* Try it
For every line in the data below that contains "scale", copy the line.
Top of Data for this task
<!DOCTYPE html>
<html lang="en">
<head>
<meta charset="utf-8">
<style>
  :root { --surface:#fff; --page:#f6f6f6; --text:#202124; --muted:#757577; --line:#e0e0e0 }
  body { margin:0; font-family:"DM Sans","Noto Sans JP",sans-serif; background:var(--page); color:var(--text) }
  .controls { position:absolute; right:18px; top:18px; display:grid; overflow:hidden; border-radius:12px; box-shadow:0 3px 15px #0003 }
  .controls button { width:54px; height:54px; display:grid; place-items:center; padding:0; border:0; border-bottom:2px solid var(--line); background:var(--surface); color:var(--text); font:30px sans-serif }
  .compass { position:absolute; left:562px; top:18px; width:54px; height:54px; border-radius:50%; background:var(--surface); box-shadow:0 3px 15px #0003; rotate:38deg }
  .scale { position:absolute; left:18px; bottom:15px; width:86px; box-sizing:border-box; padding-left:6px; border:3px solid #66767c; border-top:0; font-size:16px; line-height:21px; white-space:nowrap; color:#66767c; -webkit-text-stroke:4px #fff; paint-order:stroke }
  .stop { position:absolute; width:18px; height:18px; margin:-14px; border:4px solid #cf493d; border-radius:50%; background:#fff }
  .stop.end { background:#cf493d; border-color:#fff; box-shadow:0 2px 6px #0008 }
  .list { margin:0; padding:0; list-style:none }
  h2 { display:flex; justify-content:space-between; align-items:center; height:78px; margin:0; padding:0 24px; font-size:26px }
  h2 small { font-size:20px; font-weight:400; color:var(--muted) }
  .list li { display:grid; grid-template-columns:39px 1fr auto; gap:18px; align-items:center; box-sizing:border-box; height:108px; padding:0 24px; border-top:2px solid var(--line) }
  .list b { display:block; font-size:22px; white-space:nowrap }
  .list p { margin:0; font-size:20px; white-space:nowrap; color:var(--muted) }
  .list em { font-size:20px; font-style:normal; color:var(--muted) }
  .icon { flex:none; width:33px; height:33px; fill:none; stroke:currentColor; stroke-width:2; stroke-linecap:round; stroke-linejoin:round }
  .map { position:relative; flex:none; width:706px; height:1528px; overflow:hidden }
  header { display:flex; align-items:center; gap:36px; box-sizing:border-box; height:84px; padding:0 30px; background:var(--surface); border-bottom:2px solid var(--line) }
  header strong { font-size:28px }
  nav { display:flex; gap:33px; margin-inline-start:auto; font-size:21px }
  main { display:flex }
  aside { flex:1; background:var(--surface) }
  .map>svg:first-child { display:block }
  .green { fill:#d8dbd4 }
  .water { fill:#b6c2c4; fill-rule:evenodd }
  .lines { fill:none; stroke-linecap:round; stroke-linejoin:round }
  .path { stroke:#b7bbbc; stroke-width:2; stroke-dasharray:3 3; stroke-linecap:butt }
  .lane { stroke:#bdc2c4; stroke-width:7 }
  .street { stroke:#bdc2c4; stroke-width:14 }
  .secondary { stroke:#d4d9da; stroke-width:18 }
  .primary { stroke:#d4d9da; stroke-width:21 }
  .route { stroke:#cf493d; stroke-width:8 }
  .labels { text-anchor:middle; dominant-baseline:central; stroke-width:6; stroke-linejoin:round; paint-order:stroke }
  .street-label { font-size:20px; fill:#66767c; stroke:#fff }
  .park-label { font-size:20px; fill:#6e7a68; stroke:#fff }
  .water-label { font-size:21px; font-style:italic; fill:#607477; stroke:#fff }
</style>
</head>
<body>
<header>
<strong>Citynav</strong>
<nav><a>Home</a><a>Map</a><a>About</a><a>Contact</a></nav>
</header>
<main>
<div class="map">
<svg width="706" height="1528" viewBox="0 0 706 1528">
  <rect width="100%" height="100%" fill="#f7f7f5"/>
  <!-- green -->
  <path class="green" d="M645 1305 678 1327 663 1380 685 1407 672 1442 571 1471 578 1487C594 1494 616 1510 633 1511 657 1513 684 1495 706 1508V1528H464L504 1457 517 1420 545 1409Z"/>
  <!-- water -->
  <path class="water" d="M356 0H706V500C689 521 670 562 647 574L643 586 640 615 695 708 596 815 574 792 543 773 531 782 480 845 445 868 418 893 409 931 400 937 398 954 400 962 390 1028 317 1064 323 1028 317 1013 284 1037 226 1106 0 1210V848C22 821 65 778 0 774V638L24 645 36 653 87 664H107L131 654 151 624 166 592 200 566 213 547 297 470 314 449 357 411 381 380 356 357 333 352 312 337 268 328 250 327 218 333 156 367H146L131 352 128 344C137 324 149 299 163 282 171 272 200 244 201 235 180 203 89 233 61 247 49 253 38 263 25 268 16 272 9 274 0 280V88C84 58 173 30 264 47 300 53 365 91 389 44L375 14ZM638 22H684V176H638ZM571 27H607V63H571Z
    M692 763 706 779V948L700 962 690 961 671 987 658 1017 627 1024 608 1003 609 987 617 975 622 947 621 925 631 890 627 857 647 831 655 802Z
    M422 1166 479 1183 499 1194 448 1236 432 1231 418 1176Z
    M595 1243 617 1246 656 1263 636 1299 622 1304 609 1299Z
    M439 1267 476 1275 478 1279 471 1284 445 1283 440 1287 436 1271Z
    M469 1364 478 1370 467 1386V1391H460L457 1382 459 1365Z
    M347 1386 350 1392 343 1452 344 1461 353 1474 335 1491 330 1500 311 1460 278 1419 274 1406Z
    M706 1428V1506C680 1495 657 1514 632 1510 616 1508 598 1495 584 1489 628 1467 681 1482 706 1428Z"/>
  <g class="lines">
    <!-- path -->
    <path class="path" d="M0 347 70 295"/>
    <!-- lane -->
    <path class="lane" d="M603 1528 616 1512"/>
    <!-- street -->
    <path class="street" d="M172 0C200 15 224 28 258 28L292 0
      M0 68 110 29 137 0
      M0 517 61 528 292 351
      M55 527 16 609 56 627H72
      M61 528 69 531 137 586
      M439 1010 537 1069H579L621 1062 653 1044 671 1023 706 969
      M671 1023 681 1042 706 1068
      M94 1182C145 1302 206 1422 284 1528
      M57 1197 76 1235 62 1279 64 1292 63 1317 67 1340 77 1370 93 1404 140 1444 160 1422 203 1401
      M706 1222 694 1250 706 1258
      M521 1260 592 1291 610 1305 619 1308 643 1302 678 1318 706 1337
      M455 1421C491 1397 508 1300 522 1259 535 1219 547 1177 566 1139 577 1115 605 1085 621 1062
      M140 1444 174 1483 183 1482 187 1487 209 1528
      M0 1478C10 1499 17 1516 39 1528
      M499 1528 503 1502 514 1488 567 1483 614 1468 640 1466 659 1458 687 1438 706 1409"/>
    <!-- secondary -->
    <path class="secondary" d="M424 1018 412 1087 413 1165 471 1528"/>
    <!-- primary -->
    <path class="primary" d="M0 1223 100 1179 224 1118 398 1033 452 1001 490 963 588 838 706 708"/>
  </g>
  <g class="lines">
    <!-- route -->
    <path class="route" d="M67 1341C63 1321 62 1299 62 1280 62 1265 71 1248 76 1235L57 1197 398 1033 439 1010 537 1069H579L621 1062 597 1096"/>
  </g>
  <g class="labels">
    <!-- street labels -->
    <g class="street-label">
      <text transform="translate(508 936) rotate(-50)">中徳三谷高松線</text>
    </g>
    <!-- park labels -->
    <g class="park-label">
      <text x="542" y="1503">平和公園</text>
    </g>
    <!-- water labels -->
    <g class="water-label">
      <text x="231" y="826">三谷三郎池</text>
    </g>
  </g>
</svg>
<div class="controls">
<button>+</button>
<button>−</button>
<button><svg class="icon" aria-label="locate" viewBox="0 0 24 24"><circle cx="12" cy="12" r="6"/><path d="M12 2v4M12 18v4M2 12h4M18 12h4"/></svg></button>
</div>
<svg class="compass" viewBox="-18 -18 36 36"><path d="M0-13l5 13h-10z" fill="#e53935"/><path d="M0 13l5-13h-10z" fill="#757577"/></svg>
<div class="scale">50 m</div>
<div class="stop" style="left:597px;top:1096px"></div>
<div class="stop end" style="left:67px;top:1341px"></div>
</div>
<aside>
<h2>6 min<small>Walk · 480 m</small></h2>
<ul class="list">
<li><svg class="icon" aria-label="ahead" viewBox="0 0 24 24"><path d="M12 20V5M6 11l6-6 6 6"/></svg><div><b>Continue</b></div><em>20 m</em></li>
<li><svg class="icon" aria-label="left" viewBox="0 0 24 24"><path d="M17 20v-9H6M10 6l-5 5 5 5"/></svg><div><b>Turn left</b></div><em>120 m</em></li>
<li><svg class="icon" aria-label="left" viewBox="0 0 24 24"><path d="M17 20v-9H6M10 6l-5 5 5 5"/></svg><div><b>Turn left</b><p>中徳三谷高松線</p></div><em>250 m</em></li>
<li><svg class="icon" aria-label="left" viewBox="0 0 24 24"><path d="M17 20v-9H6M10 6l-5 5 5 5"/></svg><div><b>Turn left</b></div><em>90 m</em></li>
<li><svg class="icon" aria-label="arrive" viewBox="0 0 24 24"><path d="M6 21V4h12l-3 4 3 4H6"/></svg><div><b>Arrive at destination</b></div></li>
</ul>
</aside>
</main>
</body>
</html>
Bottom of Data for this task
* Result of this task
  .scale { position:absolute; left:18px; bottom:15px; width:86px; box-sizing:border-box; padding-left:6px; border:3px solid #66767c; border-top:0; font-size:16px; line-height:21px; white-space:nowrap; color:#66767c; -webkit-text-stroke:4px #fff; paint-order:stroke }
<div class="scale">50 m</div>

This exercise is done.